The rain stopped long enough this evening for me to take a walk around my hotel on a business trip to Lakeland. I’m too sleepy to say more tonight, but I like it here.
Visited the Miccosukee Canopy Road Greenway here in Tallahassee this afternoon. I wanted to film a “Minute Wild” video, but cars hissing by on the busy road about two hundred yards away ruined that plan. An unseasonably gentle storm had just passed through, too, so it was miserably humid. Most living things–excluding all of us insufferably industrious humans, of course, who were out jogging or taking photos–were in deep hiding, waiting for the temperature to drop as the evening settled in. I thought the languid tones of this pasture captured the atmosphere perfectly, however, so I was at least able to salvage something from the trip. Here’s to better luck tomorrow.
Here’s a new little project I’m working on: short, unedited videos for the nature-deprived. I’m calling these videos “Minute Wild” and have a few ready to go. Here’s the first one, recorded at Lake Jackson here in Tallahassee.
Not much happens here, and that’s kind of the point. “Nature” is hardly ever as exciting as it appears in documentaries. In reality, the natural world simply exists. We project onto nature our own ideas about ourselves. These little unedited shorts are the most sincere way I could think of to explore that idea.
If anyone wants to make anything out of these as I go along, let me know and I’ll be glad to share the files if you credit me.
The Grove is a historic house that has been converted into a museum in midtown Tallahassee. It stands, behind a screen of stately oaks, next to a busy intersection amid attorney’s offices, stores, and restaurants. The mercury was hovering around 100° F when I visited recently, and the traffic on Monroe Street nearby was raging, but the Grove was like an oasis of shaded calm. The staff offer tours of the home at the top of every hour, and visitors are free to walk the grounds and soak up some peace before heading back out into the busy capital city. Check out the Governor’s Mansion next door if you have a few minutes to gawk. Though the Governor’s Mansion is not open to the general public, it is possible to schedule a tour during the legislative session.
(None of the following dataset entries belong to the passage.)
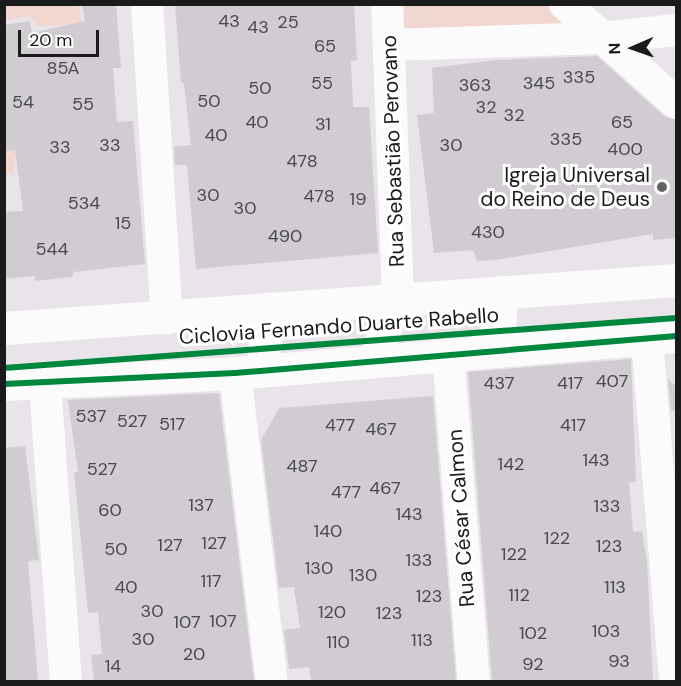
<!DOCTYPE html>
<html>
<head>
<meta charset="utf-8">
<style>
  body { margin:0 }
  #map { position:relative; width:681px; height:686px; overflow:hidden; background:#e9e3ea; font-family:"DM Sans",sans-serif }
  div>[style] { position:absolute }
  .park>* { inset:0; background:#f2d6d0 }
  .building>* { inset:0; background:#d0ccd2 }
  .minor>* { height:32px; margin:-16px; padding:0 16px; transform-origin:16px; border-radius:16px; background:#fcfbfc }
  .tertiary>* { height:33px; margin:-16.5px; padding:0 16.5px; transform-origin:16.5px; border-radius:16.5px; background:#fcfbfc }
  .cycleway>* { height:6px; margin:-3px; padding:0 3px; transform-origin:3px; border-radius:3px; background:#00873e }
  .dots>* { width:16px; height:16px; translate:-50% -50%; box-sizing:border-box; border:3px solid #fff; border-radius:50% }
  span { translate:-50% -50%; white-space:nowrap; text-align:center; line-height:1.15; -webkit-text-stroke:6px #fff; paint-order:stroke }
  .number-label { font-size:18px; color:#4a494b }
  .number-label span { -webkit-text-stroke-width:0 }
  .street-label { font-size:21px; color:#1b1b1b }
  .poi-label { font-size:21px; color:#1b1b1b }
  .right { translate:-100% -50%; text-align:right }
  .frame { position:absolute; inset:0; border:6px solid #1b1b1b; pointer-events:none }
  .north { position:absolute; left:603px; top:18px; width:60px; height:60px; -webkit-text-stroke:4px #fff; paint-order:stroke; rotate:268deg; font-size:16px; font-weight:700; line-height:24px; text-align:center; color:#1b1b1b }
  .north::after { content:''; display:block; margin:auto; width:21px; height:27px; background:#1b1b1b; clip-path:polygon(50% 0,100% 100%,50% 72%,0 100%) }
  .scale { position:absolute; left:18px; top:30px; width:81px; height:27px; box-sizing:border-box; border:3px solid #1b1b1b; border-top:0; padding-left:8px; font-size:18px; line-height:21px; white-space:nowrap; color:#1b1b1b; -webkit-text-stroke:4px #fff; paint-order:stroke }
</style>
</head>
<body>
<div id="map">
  <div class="park">
    <i style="clip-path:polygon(5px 5px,78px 5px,88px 51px,78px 52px,67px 25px,39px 26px,30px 16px,5px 20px)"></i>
    <i style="clip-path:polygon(396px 5px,547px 5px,570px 24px,398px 30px)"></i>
    <i style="clip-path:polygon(5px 149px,16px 152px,13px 173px,5px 174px)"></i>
  </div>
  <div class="building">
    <i style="clip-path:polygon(82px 4px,116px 4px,121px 68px,113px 68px,117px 122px,133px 121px,145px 264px,74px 272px,72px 277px,35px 281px,35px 276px,4px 279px,4px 212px,23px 211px,15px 150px,4px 151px,4px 25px,30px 21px,32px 33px,85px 21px)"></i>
    <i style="clip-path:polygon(175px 4px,354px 4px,357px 60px,351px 61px,353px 107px,369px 107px,378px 253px,196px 269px,187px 165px,175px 165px,174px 147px,191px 145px,184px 83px,181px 83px)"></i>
    <i style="clip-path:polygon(597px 56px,664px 116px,676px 120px,676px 238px,653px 240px,653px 234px,495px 260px,477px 261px,473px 250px,434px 253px,417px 115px,434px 113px,432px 68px,495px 60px)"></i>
    <i style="clip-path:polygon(631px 359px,636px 482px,629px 482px,633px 532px,642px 531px,647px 562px,653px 681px,492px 681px,468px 372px)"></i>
    <i style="clip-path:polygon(668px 379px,676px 386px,676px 411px,671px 411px)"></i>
    <i style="clip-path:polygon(219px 393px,254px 681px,94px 681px,91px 655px,102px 654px,98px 612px,88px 613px,74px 473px,78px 472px,68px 400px)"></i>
    <i style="clip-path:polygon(433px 396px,456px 681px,311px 681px,309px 667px,289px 669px,284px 630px,300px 628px,294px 587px,279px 588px,261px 440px,279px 408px)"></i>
    <i style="clip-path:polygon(25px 446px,39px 560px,28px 561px,38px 681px,4px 681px,4px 448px)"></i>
  </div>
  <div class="minor">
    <i style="left:147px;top:4px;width:315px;rotate:86.4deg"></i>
    <i style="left:565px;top:4px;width:149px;rotate:41.7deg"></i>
    <i style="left:390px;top:45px;width:212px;rotate:-1.9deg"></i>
    <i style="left:602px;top:38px;width:74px;rotate:-6.2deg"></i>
    <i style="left:647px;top:339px;width:344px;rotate:85.3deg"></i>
    <i style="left:448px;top:354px;width:329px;rotate:85.5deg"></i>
    <i style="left:374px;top:359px;width:66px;rotate:-68.5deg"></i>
    <i style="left:398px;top:298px;width:294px;rotate:-92.1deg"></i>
    <i style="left:235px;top:373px;width:311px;rotate:83.2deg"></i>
    <i style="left:45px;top:383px;width:300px;rotate:86deg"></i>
  </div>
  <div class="tertiary">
    <i style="left:4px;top:328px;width:674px;rotate:-4.09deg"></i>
    <i style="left:479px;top:352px;width:29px;rotate:-46deg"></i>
    <i style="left:499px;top:331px;width:39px;rotate:-87deg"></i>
    <i style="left:262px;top:371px;width:38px;rotate:-84deg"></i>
    <i style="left:266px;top:333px;width:31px;rotate:-54deg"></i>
    <i style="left:4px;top:384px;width:231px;rotate:-2.7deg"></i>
    <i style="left:235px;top:373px;width:443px;rotate:-4.8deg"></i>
  </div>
  <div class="cycleway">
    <i style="left:4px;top:368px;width:674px;rotate:-4.26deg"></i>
    <i style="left:4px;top:384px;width:231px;rotate:-2.7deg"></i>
    <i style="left:235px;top:373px;width:443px;rotate:-4.8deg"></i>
  </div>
  <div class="dots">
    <i style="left:662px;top:187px;background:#636163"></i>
  </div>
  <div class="number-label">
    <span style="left:229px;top:21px">43</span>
    <span style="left:288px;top:22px">25</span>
    <span style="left:258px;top:27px">43</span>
    <span style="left:325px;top:46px">65</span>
    <span style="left:63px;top:68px">85A</span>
    <span style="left:579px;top:77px">335</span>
    <span style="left:322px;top:83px">55</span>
    <span style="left:539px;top:83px">345</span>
    <span style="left:475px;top:85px">363</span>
    <span style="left:260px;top:88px">50</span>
    <span style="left:209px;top:101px">50</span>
    <span style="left:23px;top:102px">54</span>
    <span style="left:83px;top:104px">55</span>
    <span style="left:486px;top:107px">32</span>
    <span style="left:514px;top:115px">32</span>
    <span style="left:257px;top:122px">40</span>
    <span style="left:622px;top:122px">65</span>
    <span style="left:323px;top:124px">31</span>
    <span style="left:216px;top:135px">40</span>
    <span style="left:566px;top:139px">335</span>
    <span style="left:110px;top:145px">33</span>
    <span style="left:451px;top:145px">30</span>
    <span style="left:60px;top:147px">33</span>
    <span style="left:625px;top:149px">400</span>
    <span style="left:302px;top:161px">478</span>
    <span style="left:208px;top:195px">30</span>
    <span style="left:319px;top:196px">478</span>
    <span style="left:358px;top:199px">19</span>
    <span style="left:84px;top:203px">534</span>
    <span style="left:245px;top:208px">30</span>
    <span style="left:123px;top:223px">15</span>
    <span style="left:488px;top:232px">430</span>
    <span style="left:285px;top:236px">490</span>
    <span style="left:52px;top:249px">544</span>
    <span style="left:612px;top:381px">407</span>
    <span style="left:499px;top:383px">437</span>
    <span style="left:570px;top:383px">417</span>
    <span style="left:91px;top:416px">537</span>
    <span style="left:132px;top:421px">527</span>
    <span style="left:172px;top:424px">517</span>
    <span style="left:340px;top:425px">477</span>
    <span style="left:573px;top:425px">417</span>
    <span style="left:381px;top:429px">467</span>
    <span style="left:596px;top:460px">143</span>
    <span style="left:511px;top:464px">142</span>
    <span style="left:302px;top:466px">487</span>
    <span style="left:102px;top:469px">527</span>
    <span style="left:385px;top:488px">467</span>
    <span style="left:346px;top:492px">477</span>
    <span style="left:201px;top:505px">137</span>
    <span style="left:607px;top:506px">133</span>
    <span style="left:110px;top:510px">60</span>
    <span style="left:409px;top:514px">143</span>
    <span style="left:328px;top:531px">140</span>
    <span style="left:557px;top:538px">122</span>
    <span style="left:214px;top:543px">127</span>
    <span style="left:170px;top:545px">127</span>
    <span style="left:609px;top:546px">123</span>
    <span style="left:116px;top:549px">50</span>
    <span style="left:514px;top:554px">122</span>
    <span style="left:419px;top:560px">133</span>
    <span style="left:319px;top:568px">130</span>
    <span style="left:363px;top:575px">130</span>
    <span style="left:211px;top:581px">117</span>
    <span style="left:126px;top:587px">40</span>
    <span style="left:615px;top:587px">113</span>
    <span style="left:519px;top:595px">112</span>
    <span style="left:429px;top:596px">123</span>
    <span style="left:152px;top:611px">30</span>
    <span style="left:332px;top:612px">120</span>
    <span style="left:389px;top:613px">123</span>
    <span style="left:223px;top:621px">107</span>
    <span style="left:187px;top:622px">107</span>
    <span style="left:606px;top:631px">103</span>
    <span style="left:533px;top:633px">102</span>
    <span style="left:143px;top:639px">30</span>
    <span style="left:422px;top:640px">113</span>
    <span style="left:338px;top:642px">110</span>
    <span style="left:194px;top:654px">20</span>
    <span style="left:619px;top:661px">93</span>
    <span style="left:533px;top:664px">92</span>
    <span style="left:113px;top:666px">14</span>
  </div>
  <div class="street-label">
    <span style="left:393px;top:151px;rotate:-92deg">Rua Sebastião Perovano</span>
    <span style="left:339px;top:326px;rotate:-4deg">Ciclovia Fernando Duarte Rabello</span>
    <span style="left:461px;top:518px;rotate:-94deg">Rua César Calmon</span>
  </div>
  <div class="poi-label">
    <span class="right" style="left:650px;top:187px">Igreja Universal<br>do Reino de Deus</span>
  </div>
  <div class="frame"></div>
  <div class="north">N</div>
  <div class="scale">20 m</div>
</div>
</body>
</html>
If you ever find yourself bored with the internet, tired of movies and music and magazines and books and so on, take a moment and think about the world of information available to Henry Perrine’s teenage children on a tiny, 12-acre island in the Florida Keys in 1840.
We had an abundance of books and papers, but only a monthly mail. This mail we generally had brought in a bushel basket & had our arrangements so made that for at least a week after its receipt our household duties should not seriously interfere with our enjoyment of it.Hester Perrine Walker, 1885
A whole week to bask in the glory of the monthly mail! I spend less than a second with most of the things I see online. For young Hester, each piece of information must have been a treasure, a thing to be turned over and over in her mind and discussed again and again. It’s difficult for me to imagine as I go about my historian’s work of empathizing and visualizing.
We are blessed and cursed with information. Blessed by abundance, maybe we don’t take the time to really process the things we read and see. I know I don’t.
p.s. — in light of last night’s post, think about what it means that the first group of settlers in this extremely remote area decided to put down roots in a place they called “Indian Key.”